_Aim of the exercise_. Exactly the lines from the one with "Build a gazetteer for the map" to the end of the entries should appear in your answer, retyped word for word.

_Provided records_.

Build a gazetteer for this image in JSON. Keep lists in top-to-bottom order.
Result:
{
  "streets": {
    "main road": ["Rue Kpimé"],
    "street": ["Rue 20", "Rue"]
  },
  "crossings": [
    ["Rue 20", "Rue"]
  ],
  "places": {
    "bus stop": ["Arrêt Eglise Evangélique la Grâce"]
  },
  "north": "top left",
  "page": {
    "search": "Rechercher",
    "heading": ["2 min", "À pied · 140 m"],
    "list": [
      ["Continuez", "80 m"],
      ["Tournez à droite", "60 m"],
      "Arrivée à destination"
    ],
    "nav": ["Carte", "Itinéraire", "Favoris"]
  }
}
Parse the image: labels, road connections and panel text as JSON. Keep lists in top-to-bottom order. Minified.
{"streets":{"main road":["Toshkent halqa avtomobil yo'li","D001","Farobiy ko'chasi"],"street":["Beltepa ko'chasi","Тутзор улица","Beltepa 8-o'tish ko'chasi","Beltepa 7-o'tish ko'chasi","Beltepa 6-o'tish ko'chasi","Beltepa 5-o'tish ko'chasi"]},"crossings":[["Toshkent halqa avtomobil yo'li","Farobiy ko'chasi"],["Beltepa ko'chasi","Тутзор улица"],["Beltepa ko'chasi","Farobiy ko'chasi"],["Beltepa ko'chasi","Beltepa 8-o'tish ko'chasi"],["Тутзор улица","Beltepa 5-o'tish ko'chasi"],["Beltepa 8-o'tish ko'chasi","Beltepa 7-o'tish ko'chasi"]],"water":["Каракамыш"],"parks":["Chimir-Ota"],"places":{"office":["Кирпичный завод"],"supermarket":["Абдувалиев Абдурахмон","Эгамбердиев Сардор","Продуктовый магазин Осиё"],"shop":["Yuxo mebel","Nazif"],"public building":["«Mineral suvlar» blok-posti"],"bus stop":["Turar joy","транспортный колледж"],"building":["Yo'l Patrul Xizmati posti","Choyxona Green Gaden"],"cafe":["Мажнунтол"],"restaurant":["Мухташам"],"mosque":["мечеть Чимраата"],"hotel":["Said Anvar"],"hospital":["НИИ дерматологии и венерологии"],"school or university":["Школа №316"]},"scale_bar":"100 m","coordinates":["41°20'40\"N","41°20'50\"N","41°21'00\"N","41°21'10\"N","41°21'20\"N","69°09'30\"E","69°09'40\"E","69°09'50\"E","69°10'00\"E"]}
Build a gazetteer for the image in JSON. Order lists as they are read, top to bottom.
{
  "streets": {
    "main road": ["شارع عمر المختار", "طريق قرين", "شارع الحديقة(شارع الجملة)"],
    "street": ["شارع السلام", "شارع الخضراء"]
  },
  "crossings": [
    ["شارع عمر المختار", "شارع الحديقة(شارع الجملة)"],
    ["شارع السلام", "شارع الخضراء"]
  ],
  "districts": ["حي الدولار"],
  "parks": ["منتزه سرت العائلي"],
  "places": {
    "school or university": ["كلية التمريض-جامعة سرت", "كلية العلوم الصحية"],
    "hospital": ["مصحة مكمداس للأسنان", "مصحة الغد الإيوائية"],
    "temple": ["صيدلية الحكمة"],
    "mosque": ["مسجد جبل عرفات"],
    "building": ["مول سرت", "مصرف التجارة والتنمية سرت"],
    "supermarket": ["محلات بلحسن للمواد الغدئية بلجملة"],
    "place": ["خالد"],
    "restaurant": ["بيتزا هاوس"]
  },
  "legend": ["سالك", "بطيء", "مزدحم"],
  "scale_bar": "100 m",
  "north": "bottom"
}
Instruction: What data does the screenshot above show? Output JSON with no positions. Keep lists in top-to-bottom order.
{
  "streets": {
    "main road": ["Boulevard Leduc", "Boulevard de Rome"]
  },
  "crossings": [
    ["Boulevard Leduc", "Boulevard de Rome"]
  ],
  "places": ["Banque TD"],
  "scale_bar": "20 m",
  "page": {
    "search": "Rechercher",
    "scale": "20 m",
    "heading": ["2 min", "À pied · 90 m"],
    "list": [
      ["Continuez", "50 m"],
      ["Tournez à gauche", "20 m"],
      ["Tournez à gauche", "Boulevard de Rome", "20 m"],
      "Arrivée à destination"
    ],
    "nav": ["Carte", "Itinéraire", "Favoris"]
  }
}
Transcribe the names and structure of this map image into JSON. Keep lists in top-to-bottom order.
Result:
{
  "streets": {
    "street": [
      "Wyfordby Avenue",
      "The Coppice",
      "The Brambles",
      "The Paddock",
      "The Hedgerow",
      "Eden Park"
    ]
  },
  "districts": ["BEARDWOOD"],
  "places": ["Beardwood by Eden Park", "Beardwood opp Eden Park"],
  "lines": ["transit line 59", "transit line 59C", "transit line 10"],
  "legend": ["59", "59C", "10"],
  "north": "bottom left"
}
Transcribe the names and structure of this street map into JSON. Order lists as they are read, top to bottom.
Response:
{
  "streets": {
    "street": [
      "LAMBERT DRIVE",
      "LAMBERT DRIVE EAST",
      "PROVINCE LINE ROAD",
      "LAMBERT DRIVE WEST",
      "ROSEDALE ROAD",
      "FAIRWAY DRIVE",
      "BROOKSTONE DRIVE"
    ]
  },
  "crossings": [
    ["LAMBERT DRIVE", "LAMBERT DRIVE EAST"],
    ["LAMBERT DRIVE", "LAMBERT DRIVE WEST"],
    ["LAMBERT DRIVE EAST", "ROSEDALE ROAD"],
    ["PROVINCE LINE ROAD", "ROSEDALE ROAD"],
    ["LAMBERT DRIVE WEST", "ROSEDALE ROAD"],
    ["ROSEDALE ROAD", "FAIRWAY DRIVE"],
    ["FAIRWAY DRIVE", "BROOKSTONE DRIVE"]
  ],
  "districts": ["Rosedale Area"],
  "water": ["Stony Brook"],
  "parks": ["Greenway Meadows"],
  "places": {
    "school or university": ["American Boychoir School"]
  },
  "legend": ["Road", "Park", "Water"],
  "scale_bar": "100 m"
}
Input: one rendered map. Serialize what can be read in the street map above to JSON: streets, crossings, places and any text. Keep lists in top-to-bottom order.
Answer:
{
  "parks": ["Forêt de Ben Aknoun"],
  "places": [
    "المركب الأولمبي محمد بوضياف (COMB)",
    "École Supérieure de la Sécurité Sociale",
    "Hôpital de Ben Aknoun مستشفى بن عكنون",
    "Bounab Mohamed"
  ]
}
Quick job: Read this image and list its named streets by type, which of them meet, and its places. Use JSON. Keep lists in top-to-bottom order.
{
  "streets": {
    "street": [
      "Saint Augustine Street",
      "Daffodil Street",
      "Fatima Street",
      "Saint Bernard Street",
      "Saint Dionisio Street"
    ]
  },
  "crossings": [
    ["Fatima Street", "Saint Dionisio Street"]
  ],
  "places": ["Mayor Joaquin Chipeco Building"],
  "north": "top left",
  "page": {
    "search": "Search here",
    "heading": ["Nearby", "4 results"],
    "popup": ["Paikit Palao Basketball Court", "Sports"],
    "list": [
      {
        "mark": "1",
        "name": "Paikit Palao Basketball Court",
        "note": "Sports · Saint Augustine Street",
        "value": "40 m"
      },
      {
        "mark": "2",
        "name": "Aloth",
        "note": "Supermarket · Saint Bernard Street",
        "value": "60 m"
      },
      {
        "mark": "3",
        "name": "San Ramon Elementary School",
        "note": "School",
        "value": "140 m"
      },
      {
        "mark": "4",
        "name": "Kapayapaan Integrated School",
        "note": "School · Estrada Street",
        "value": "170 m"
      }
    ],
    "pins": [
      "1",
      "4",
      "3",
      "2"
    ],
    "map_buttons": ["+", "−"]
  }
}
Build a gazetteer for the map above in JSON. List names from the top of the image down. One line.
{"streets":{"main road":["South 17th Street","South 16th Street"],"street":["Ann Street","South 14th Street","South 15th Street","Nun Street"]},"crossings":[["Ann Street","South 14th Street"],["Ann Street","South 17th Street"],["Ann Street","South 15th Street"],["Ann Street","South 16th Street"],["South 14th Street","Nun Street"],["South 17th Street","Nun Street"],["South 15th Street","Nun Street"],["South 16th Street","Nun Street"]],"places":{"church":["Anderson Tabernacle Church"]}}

_Output for this task_.
Build a gazetteer for the map above in JSON. List names from the top of the image down. One line.
{"streets":{"main road":["South 17th Street","South 16th Street"],"street":["Ann Street","South 14th Street","South 15th Street","Nun Street"]},"crossings":[["Ann Street","South 14th Street"],["Ann Street","South 17th Street"],["Ann Street","South 15th Street"],["Ann Street","South 16th Street"],["South 14th Street","Nun Street"],["South 17th Street","Nun Street"],["South 15th Street","Nun Street"],["South 16th Street","Nun Street"]],"places":{"church":["Anderson Tabernacle Church"]}}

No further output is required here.